Fu definito “architetto della rinascita”. Non per caso. In Friuli, dopo il terremoto del 1976, iniziò controvento, tra diffidenze e macerie. Poi capì che quel modello funzionava e “mise il vento in poppa”, costruendo un sistema fondato su previsione, prevenzione, soccorso e superamento. «Era un architetto nel senso più alto – ha spiegato il suo storico collaboratore Lorenzo Alessandrini – ha progettato un modello che ancora oggi funziona ed è riconosciuto anche all’estero».

Alla cerimonia non c’era distanza tra istituzioni e persone. Accanto alle autorità, amici e collaboratori di sempre.
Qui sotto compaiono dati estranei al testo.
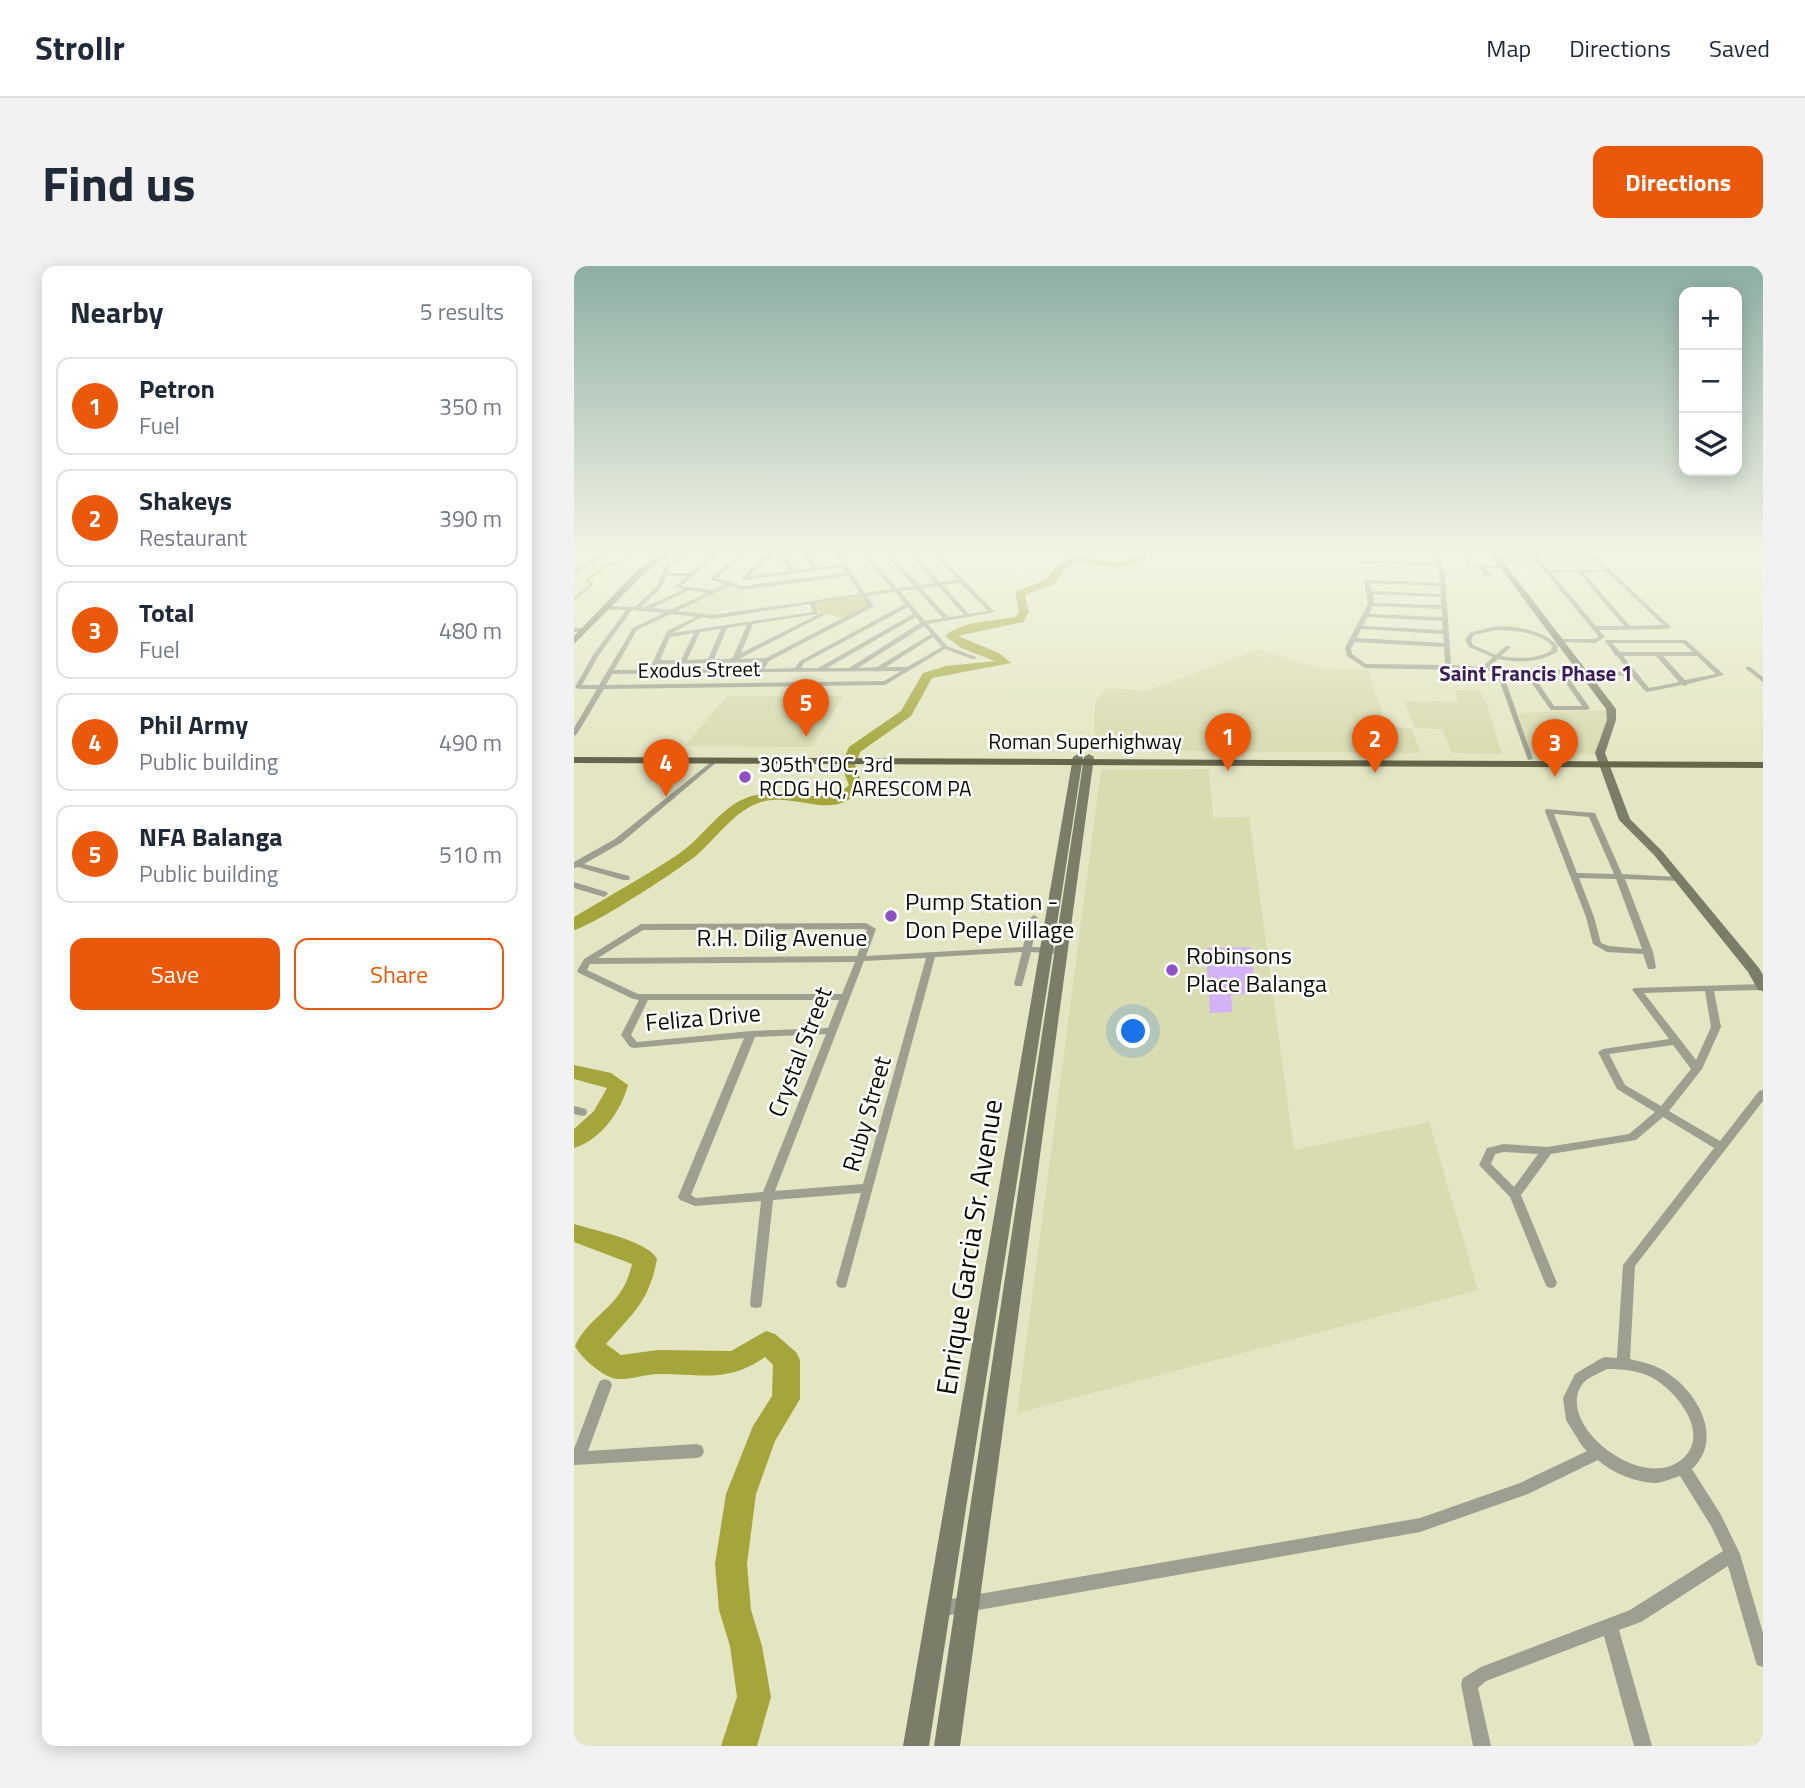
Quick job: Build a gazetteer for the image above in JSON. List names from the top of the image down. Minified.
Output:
{"streets":{"main road":["Roman Superhighway","Enrique Garcia Sr. Avenue"],"street":["Exodus Street","R.H. Dilig Avenue","Feliza Drive","Crystal Street","Ruby Street"]},"crossings":[["Roman Superhighway","Enrique Garcia Sr. Avenue"],["R.H. Dilig Avenue","Crystal Street"],["R.H. Dilig Avenue","Ruby Street"],["R.H. Dilig Avenue","Enrique Garcia Sr. Avenue"],["Feliza Drive","Crystal Street"]],"districts":["Saint Francis Phase 1"],"places":["305th CDC, 3rd RCDG HQ, ARESCOM PA","Pump Station - Don Pepe Village","Robinsons Place Balanga"],"page":{"header":"Strollr","nav":["Map","Directions","Saved"],"title":"Find us","buttons":["Directions",["Save","Share"]],"heading":["Nearby","5 results"],"map_buttons":["+","−"],"list":[{"mark":"1","name":"Petron","note":"Fuel","value":"350 m"},{"mark":"2","name":"Shakeys","note":"Restaurant","value":"390 m"},{"mark":"3","name":"Total","note":"Fuel","value":"480 m"},{"mark":"4","name":"Phil Army","note":"Public building","value":"490 m"},{"mark":"5","name":"NFA Balanga","note":"Public building","value":"510 m"}],"pins":["5","1","2","3","4"]}}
Il prefetto, Salvatore Pasquariello, ha ricordato una delle sue eredità meno visibili ma decisive: la rete dei radioamatori per le comunicazioni di emergenza, oggi intitolata a lui. «Un’attività discreta – ha sottolineato – ma strategica per la sicurezza del Paese».

Nel messaggio inviato per l’occasione, il presidente di Regione Lombardia Attilio Fontana ha ricordato come Zamberletti seppe trasformare «un’emergenza in un modello organizzativo riconosciuto a livello internazionale», mantenendo sempre un legame autentico con la sua terra.

Vittore Frattini lo ha ricordato così: «Un uomo di grande cultura, ma di una semplicità meravigliosa. Sempre in prima fila, mai sopra gli altri». Le Vele non celebrano un monumento, ma un movimento. Perché Zamberletti, più che lasciare un segno, ha insegnato a navigare. Anche quando il vento soffia contrario.